ST is almost always implemented by writing its logic in a non-functional language that more closely resembles imperative code. For example, in PureScript, almost all of ST is implemented in JavaScript, and the compiler even has special rules to rewrite do blocs of ST code as imperative code. This leads to substantial performance gains when working with ST.

For understandable reasons, there's a common misconception that ST is a sort of imperative "back door" to functional languages. Even though ST often has an imperative implementation, it is possible to conceive of it in an entirely "pure" way. That's what this article is about!

How is this done?

The first thing to do is define a ST type.

newtype ST r i o a = ST ((Nat /\ i) -> (Nat /\ o /\ a))

Let's unpack what the type is saying:

• r is a phantom type that will "lock" ST computations into a context.
• i represents all of the types for which we have made ad hoc values before this computation. For example, in the JS and Haskell/PS examples above, we are using integers, so this would contain Int.
• o represents the types that are used after this computation. For example, if the computation creates a new reference to a Boolean and we have no other references to Booleans in our computation, it will add Boolean to the cache of types.
• a is the actual value in the context, like in any garden-variety monad.

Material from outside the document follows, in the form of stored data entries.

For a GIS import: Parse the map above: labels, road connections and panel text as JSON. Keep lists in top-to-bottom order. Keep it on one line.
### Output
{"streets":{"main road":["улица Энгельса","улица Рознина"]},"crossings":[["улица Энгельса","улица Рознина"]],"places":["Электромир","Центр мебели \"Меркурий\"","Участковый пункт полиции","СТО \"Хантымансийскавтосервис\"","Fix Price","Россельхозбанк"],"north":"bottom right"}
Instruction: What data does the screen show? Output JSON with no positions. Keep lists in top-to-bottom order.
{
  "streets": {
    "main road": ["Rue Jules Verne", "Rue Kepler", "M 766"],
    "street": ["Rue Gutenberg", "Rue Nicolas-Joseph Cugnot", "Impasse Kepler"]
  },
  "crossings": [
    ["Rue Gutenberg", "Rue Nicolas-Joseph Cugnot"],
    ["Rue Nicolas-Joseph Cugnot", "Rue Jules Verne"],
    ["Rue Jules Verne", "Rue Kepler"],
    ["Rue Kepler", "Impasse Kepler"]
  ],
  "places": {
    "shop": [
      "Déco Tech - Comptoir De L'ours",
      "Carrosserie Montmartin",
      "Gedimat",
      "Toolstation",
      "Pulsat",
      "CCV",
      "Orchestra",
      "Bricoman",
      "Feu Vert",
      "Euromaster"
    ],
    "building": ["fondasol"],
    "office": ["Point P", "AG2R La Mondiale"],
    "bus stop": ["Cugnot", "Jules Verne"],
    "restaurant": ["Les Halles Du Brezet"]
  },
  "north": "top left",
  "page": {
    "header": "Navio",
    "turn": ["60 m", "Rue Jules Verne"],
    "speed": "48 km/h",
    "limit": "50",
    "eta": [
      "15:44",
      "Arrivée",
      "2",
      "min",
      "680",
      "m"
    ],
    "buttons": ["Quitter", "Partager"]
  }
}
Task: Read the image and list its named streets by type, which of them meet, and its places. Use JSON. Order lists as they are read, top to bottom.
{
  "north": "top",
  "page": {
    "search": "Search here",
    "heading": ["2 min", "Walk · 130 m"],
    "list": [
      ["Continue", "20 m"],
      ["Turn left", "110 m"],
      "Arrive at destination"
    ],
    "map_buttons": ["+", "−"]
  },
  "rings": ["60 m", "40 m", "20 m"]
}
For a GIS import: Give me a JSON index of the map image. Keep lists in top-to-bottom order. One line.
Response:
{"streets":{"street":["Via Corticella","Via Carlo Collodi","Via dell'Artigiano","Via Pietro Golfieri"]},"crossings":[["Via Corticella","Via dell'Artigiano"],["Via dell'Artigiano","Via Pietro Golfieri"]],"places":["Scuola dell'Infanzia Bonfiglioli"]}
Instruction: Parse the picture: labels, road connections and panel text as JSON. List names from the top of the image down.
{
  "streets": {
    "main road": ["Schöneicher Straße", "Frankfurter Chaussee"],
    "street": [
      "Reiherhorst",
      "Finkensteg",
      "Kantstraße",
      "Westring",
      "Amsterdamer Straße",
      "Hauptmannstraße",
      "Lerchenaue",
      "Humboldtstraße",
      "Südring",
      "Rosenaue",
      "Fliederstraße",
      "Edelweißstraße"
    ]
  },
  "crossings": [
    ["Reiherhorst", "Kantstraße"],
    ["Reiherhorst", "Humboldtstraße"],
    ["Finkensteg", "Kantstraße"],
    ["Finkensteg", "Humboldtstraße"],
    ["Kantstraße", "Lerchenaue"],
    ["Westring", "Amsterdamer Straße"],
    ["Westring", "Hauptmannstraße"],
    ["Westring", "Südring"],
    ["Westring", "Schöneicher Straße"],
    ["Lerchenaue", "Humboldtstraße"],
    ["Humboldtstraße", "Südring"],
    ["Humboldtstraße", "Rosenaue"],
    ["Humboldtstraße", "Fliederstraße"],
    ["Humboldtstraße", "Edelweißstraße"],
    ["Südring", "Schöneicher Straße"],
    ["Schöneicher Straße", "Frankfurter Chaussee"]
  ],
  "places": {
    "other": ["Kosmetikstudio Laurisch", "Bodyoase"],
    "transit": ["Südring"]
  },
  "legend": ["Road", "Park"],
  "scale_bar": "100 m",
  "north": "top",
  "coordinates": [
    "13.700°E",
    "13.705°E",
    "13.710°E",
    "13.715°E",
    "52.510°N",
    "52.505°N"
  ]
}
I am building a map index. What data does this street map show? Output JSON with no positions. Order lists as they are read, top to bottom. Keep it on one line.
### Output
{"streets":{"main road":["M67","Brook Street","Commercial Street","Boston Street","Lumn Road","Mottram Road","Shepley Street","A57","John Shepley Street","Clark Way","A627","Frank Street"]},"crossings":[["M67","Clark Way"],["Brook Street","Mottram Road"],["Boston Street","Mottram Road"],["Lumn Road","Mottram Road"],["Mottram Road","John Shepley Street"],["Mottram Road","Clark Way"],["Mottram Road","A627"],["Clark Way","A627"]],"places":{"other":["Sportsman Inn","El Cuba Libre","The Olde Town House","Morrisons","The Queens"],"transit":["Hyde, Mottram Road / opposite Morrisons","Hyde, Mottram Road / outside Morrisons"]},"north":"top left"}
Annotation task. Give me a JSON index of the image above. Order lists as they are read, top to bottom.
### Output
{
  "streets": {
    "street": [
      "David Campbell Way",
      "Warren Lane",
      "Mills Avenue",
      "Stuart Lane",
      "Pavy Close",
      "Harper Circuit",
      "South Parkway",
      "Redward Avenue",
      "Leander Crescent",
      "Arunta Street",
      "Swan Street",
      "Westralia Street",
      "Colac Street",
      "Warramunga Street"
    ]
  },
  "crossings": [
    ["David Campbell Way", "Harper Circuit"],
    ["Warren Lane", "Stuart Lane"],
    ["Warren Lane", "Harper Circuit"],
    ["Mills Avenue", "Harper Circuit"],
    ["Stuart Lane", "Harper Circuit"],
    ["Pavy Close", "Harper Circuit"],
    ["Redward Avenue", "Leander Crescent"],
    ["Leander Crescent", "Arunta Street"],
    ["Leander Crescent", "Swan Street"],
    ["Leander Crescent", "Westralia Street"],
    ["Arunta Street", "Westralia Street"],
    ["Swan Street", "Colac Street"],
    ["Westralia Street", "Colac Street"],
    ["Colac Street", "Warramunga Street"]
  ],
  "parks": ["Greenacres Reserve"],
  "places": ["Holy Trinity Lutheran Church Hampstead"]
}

The constructor itself looks a lot like the State monad from Haskell and PureScript's MTL libraries. Here's a simplified definition of State:

type State = s -> Tuple a s

The difference between State and ST is that, instead of an open s type, we restrict the variable in ST to a cache that is managed automatically by type classes. The ST cache will contain all of the references with their current value.

Then, we need some type classes to manage two operations:

• creating a new reference (we'll call this STCons)
• modifying a reference (we'll call this STModify, and we'll use it to define both read and write operations)

STCons

The definition of STCons is as follows:

class STCons (x :: Type) (i :: Type) (o :: Type) | x i -> o where
  stCons :: Nat -> x -> i -> o

It is very similar to the cons one would see for any associative list. There is a Nat for the index, an x type we are storing, the input list i and the output list o. At both the term level (the definition of stCons and the type level (the functional dependency x i -> o), we define a function that inserts x in i to produce o. When we call new, this is how will update our cached values.

STModify

The definition of STModify is as follows:

class STModify (x :: Type) (y :: Type) where
  stModify :: (x -> x) -> Nat -> x -> y -> x /\ y

We can only legally modify a value in the cache if its type has already been added via a call to stCons. So, instead of tracking and i and o type, we have a single type y representing the cache with this value already present. If when solving the class constraint the compiler finds that the type x is not present in y, the program will not compile. This is how the correctness of the cache is enforced at the type level.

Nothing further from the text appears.